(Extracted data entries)
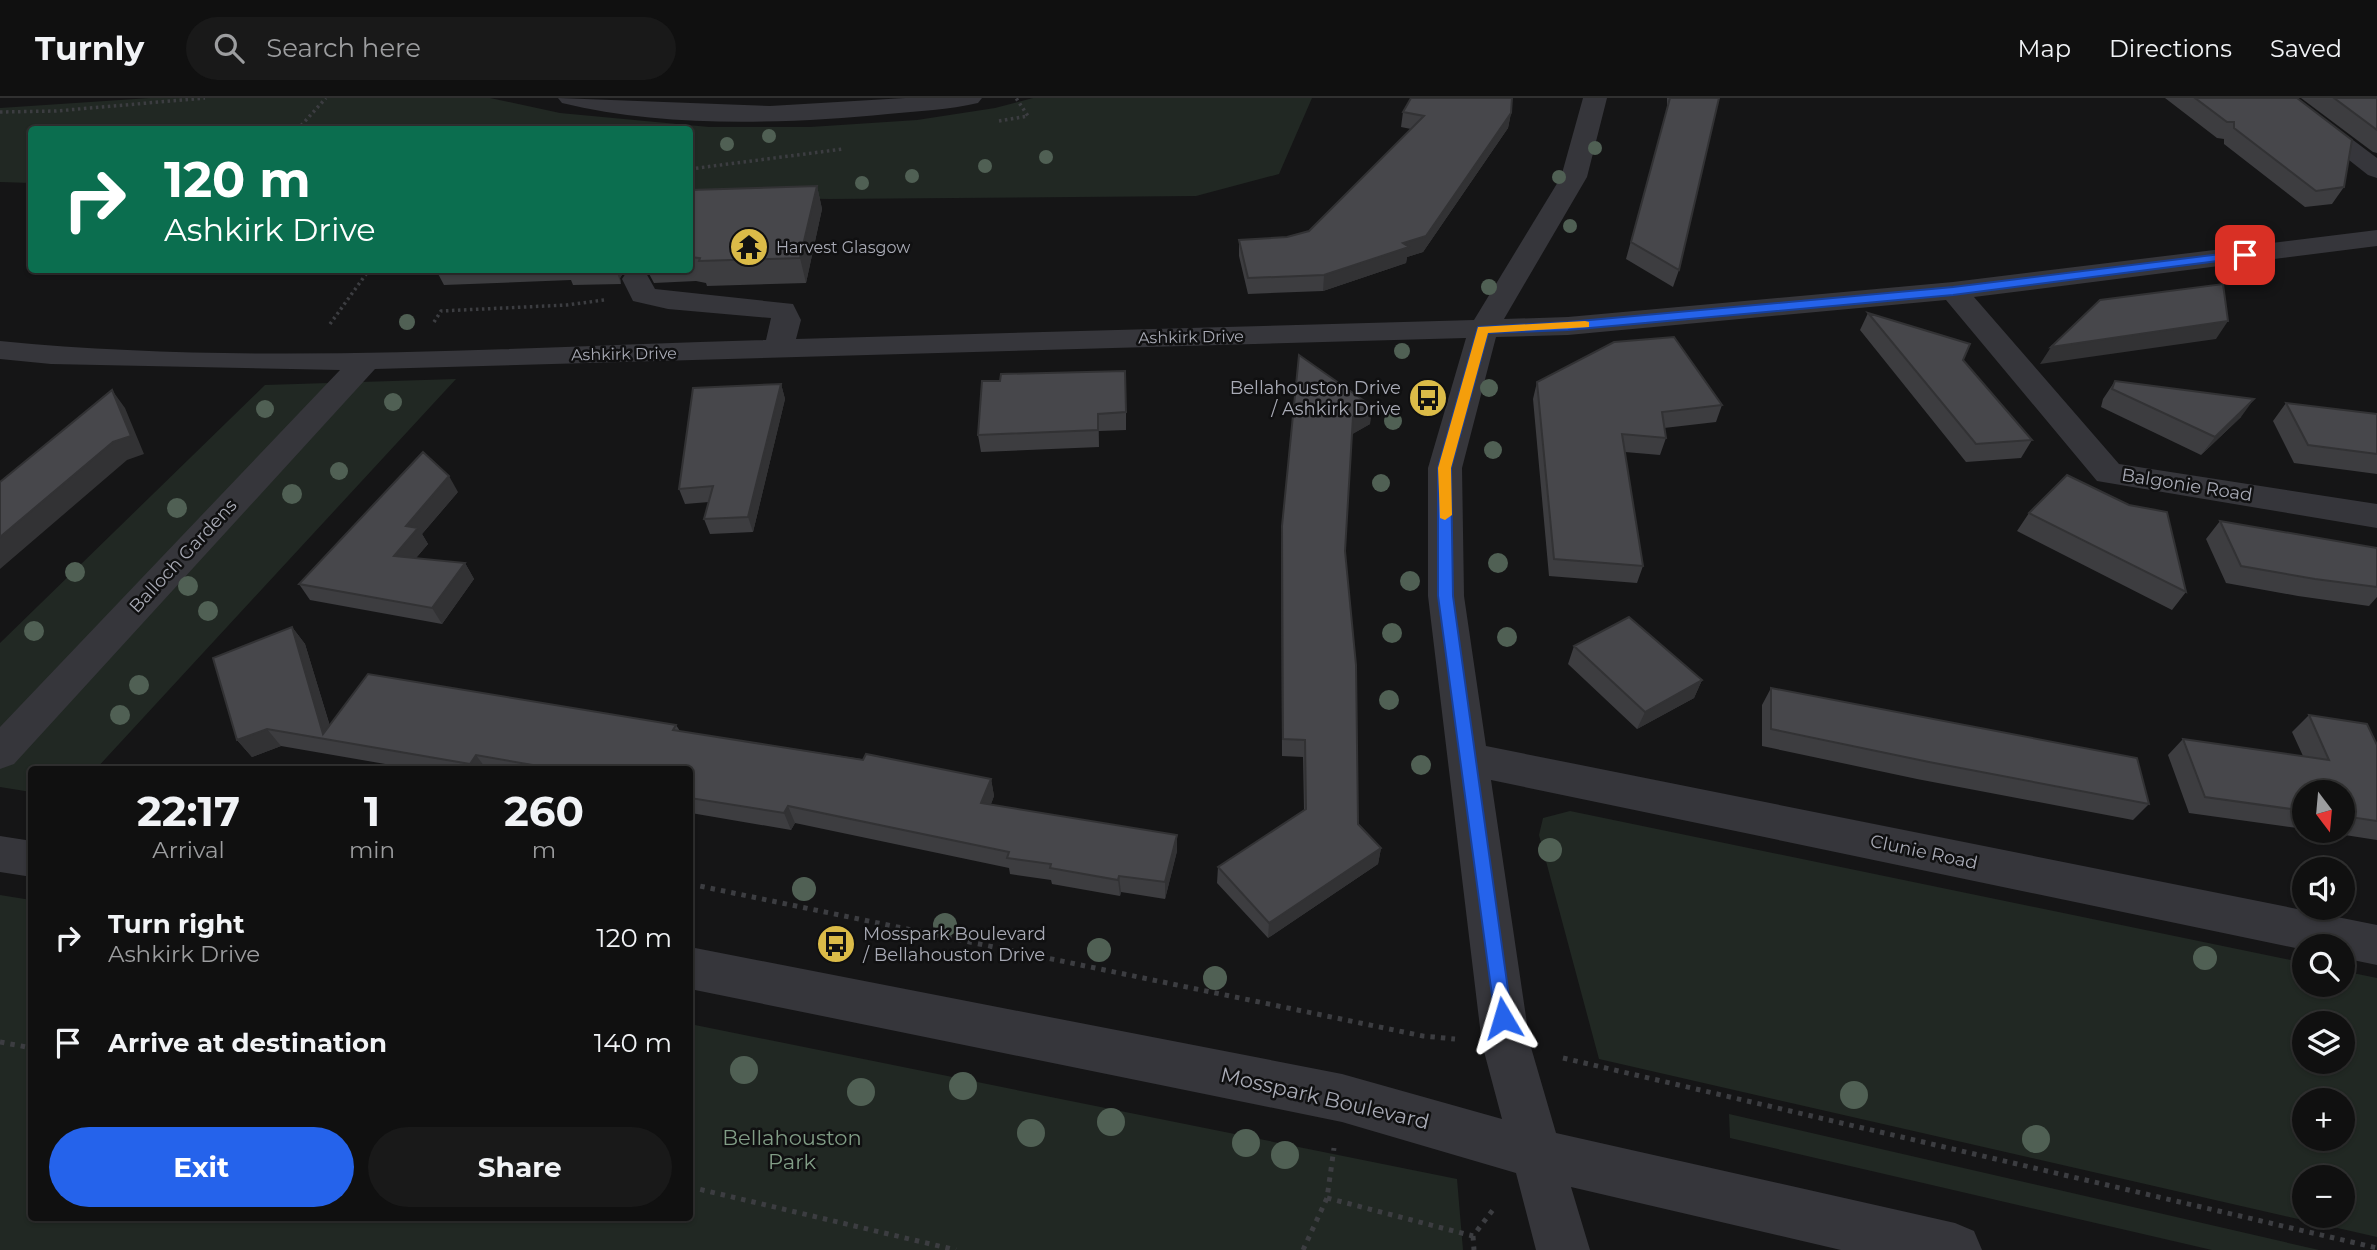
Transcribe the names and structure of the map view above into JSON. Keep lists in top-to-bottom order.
{
  "streets": {
    "street": [
      "Ashkirk Drive",
      "Balgonie Road",
      "Balloch Gardens",
      "Clunie Road",
      "Mosspark Boulevard"
    ]
  },
  "crossings": [
    ["Ashkirk Drive", "Balgonie Road"],
    ["Ashkirk Drive", "Balloch Gardens"]
  ],
  "parks": ["Bellahouston Park"],
  "places": {
    "temple": ["Harvest Glasgow"],
    "bus stop": ["Bellahouston Drive / Ashkirk Drive", "Mosspark Boulevard / Bellahouston Drive"]
  },
  "north": "bottom",
  "page": {
    "header": "Turnly",
    "search": "Search here",
    "nav": ["Map", "Directions", "Saved"],
    "turn": ["120 m", "Ashkirk Drive"],
    "eta": [
      "22:17",
      "Arrival",
      "1",
      "min",
      "260",
      "m"
    ],
    "map_buttons": ["+", "−"],
    "list": [
      {
        "name": "Turn right",
        "note": "Ashkirk Drive",
        "value": "120 m"
      },
      {
        "name": "Arrive at destination",
        "value": "140 m"
      }
    ],
    "buttons": ["Exit", "Share"]
  }
}
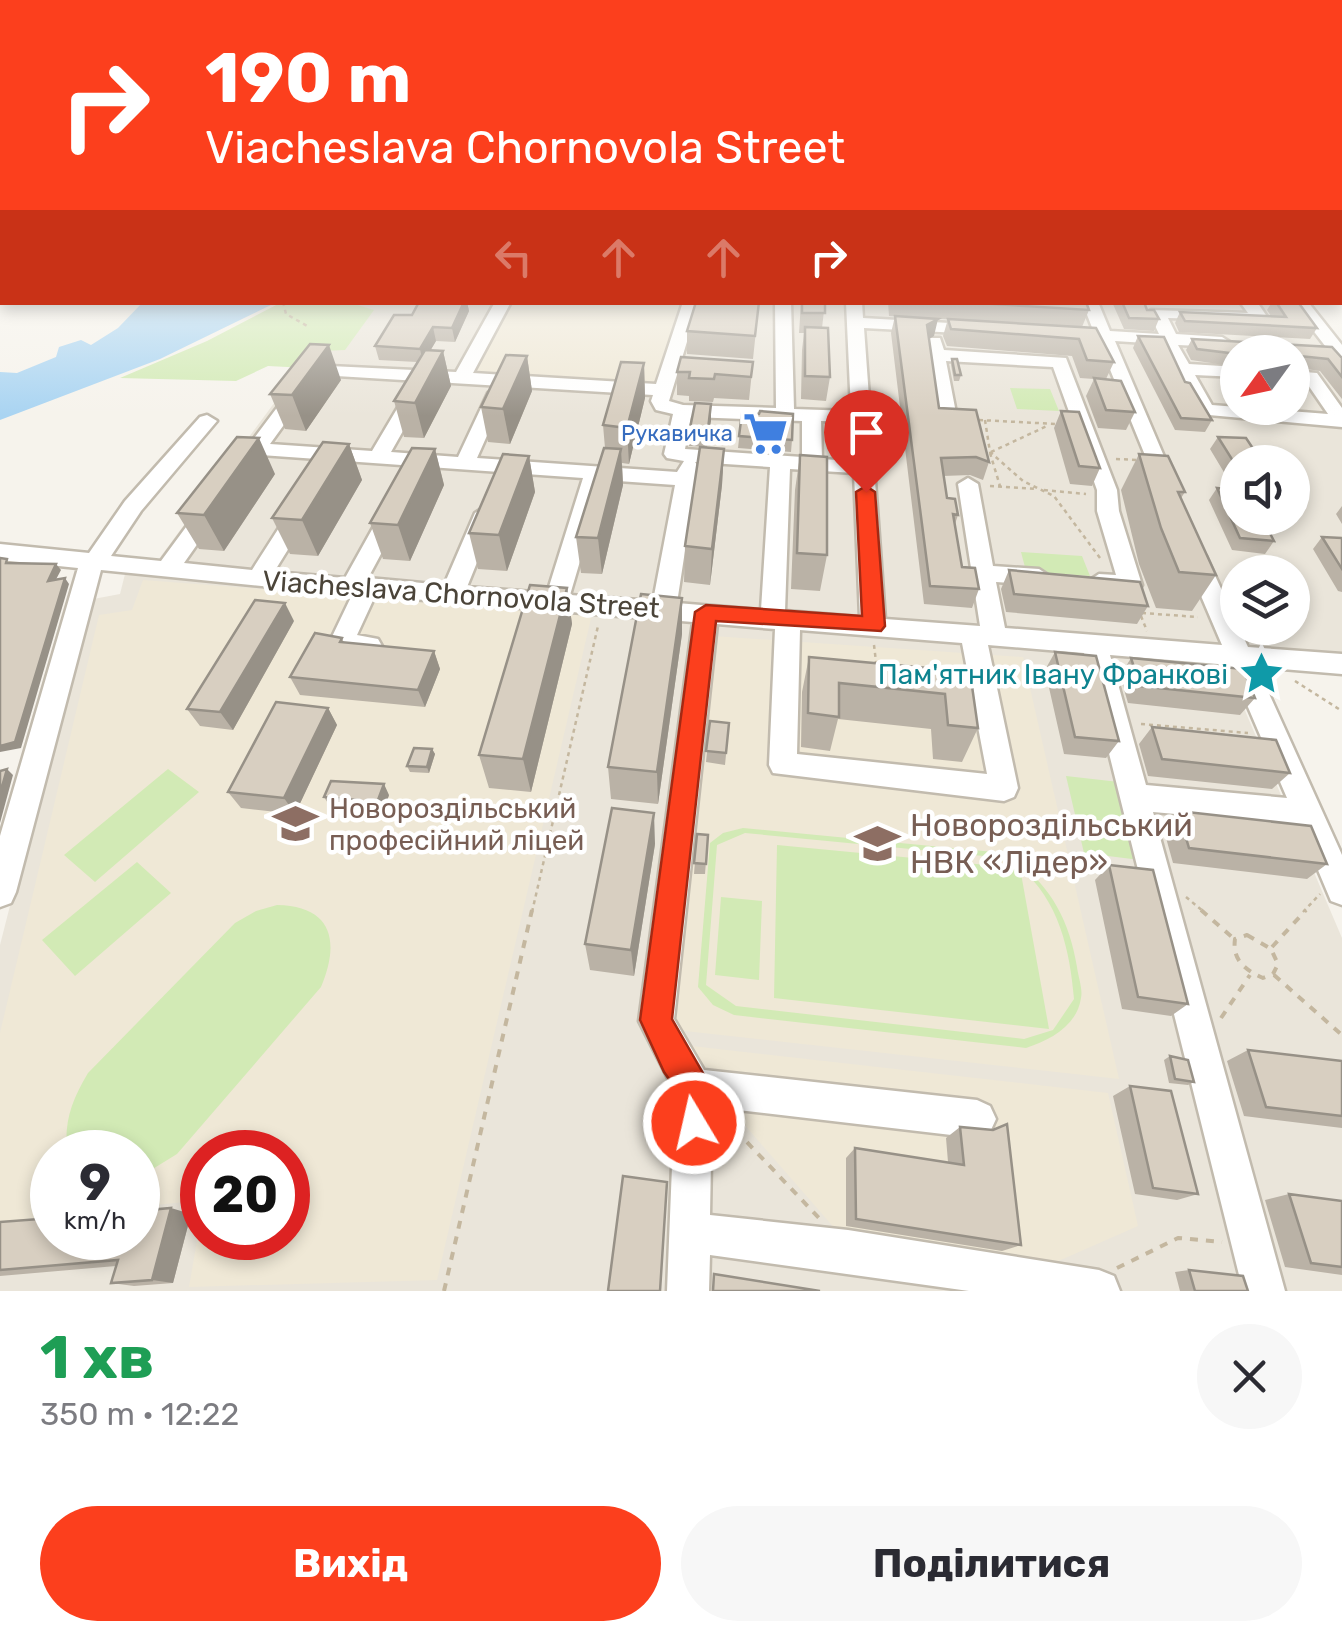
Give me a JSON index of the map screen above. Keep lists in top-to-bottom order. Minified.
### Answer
{"streets":{"street":["Viacheslava Chornovola Street"]},"places":{"supermarket":["Рукавичка"],"place":["Пам'ятник Івану Франкові"],"school or university":["Новороздільський професійний ліцей","Новороздільський НВК «Лідер»"]},"north":"bottom left","page":{"turn":["190 m","Viacheslava Chornovola Street"],"speed":"9 km/h","limit":"20","heading":["1 хв","350 m · 12:22"],"buttons":["Вихід","Поділитися"]}}
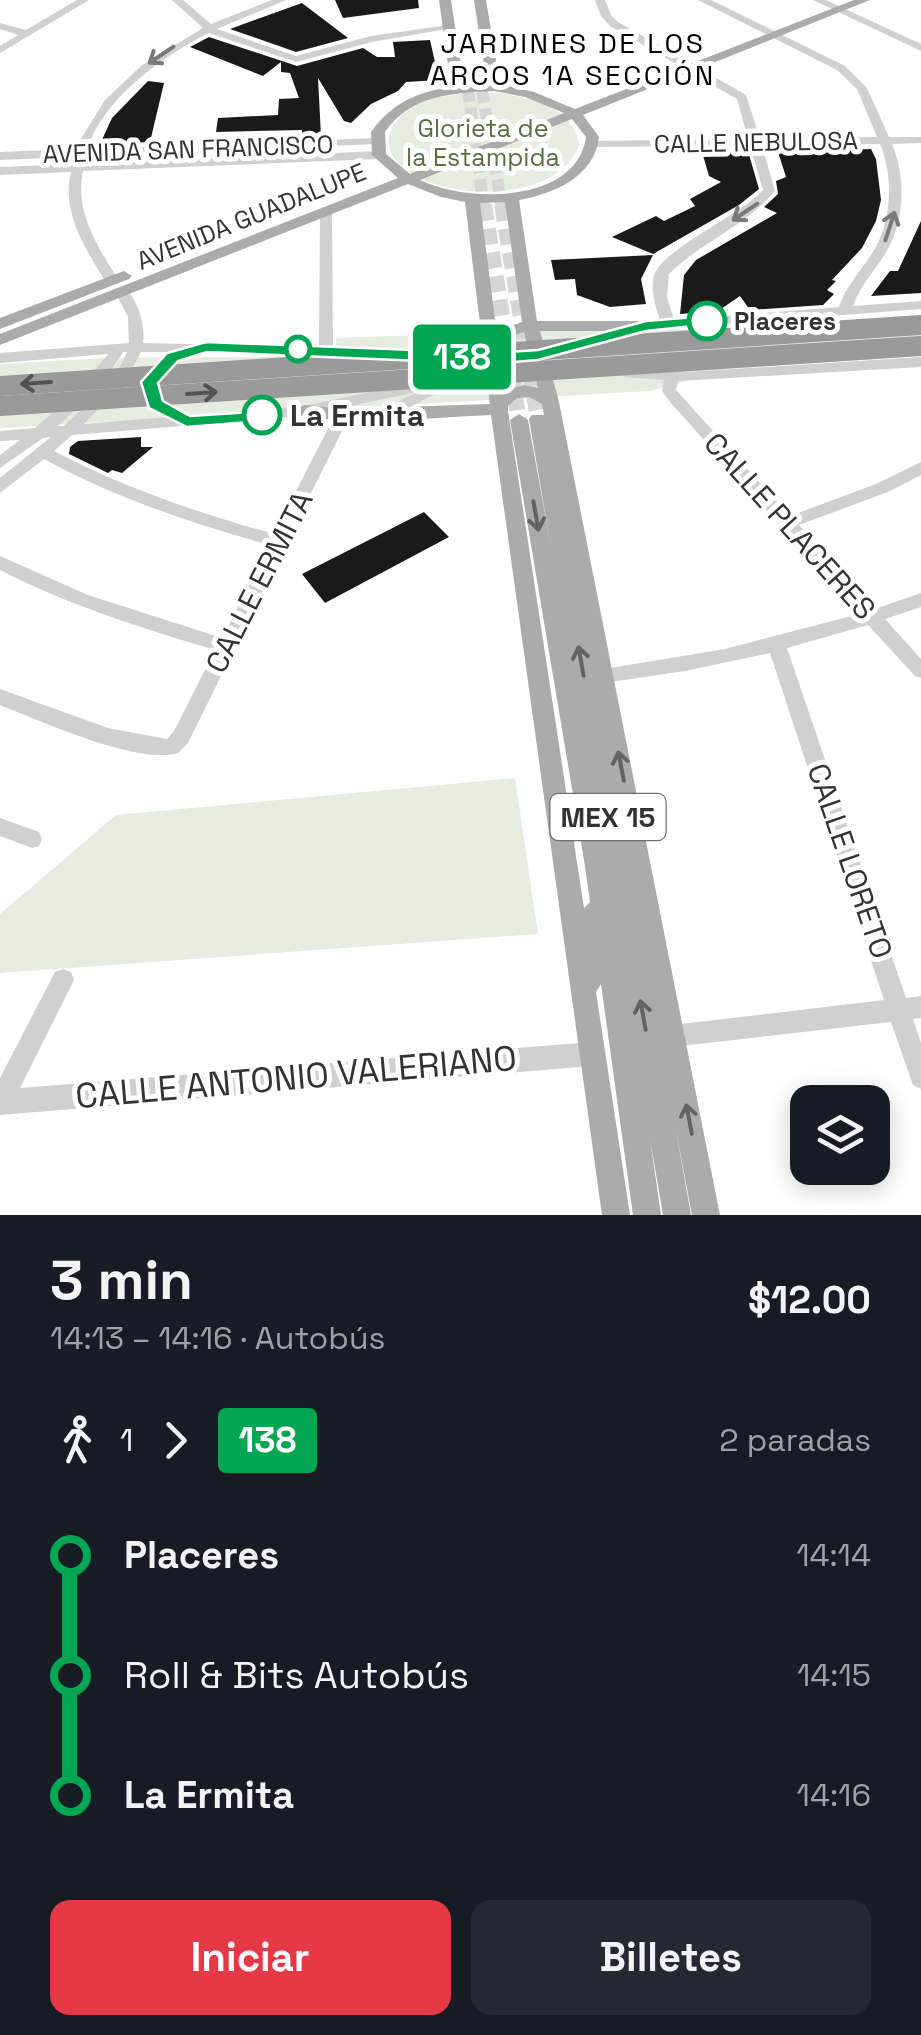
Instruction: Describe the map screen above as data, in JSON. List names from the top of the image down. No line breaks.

-- What you need to do --
What you return must match the data above exactly, with no images included.

-- Response below --
Transcribe the names and structure of the map view above into JSON. Keep lists in top-to-bottom order.
{
  "streets": {
    "street": [
      "Ashkirk Drive",
      "Balgonie Road",
      "Balloch Gardens",
      "Clunie Road",
      "Mosspark Boulevard"
    ]
  },
  "crossings": [
    ["Ashkirk Drive", "Balgonie Road"],
    ["Ashkirk Drive", "Balloch Gardens"]
  ],
  "parks": ["Bellahouston Park"],
  "places": {
    "temple": ["Harvest Glasgow"],
    "bus stop": ["Bellahouston Drive / Ashkirk Drive", "Mosspark Boulevard / Bellahouston Drive"]
  },
  "north": "bottom",
  "page": {
    "header": "Turnly",
    "search": "Search here",
    "nav": ["Map", "Directions", "Saved"],
    "turn": ["120 m", "Ashkirk Drive"],
    "eta": [
      "22:17",
      "Arrival",
      "1",
      "min",
      "260",
      "m"
    ],
    "map_buttons": ["+", "−"],
    "list": [
      {
        "name": "Turn right",
        "note": "Ashkirk Drive",
        "value": "120 m"
      },
      {
        "name": "Arrive at destination",
        "value": "140 m"
      }
    ],
    "buttons": ["Exit", "Share"]
  }
}
Give me a JSON index of the map screen above. Keep lists in top-to-bottom order. Minified.
### Answer
{"streets":{"street":["Viacheslava Chornovola Street"]},"places":{"supermarket":["Рукавичка"],"place":["Пам'ятник Івану Франкові"],"school or university":["Новороздільський професійний ліцей","Новороздільський НВК «Лідер»"]},"north":"bottom left","page":{"turn":["190 m","Viacheslava Chornovola Street"],"speed":"9 km/h","limit":"20","heading":["1 хв","350 m · 12:22"],"buttons":["Вихід","Поділитися"]}}
Instruction: Describe the map screen above as data, in JSON. List names from the top of the image down. No line breaks.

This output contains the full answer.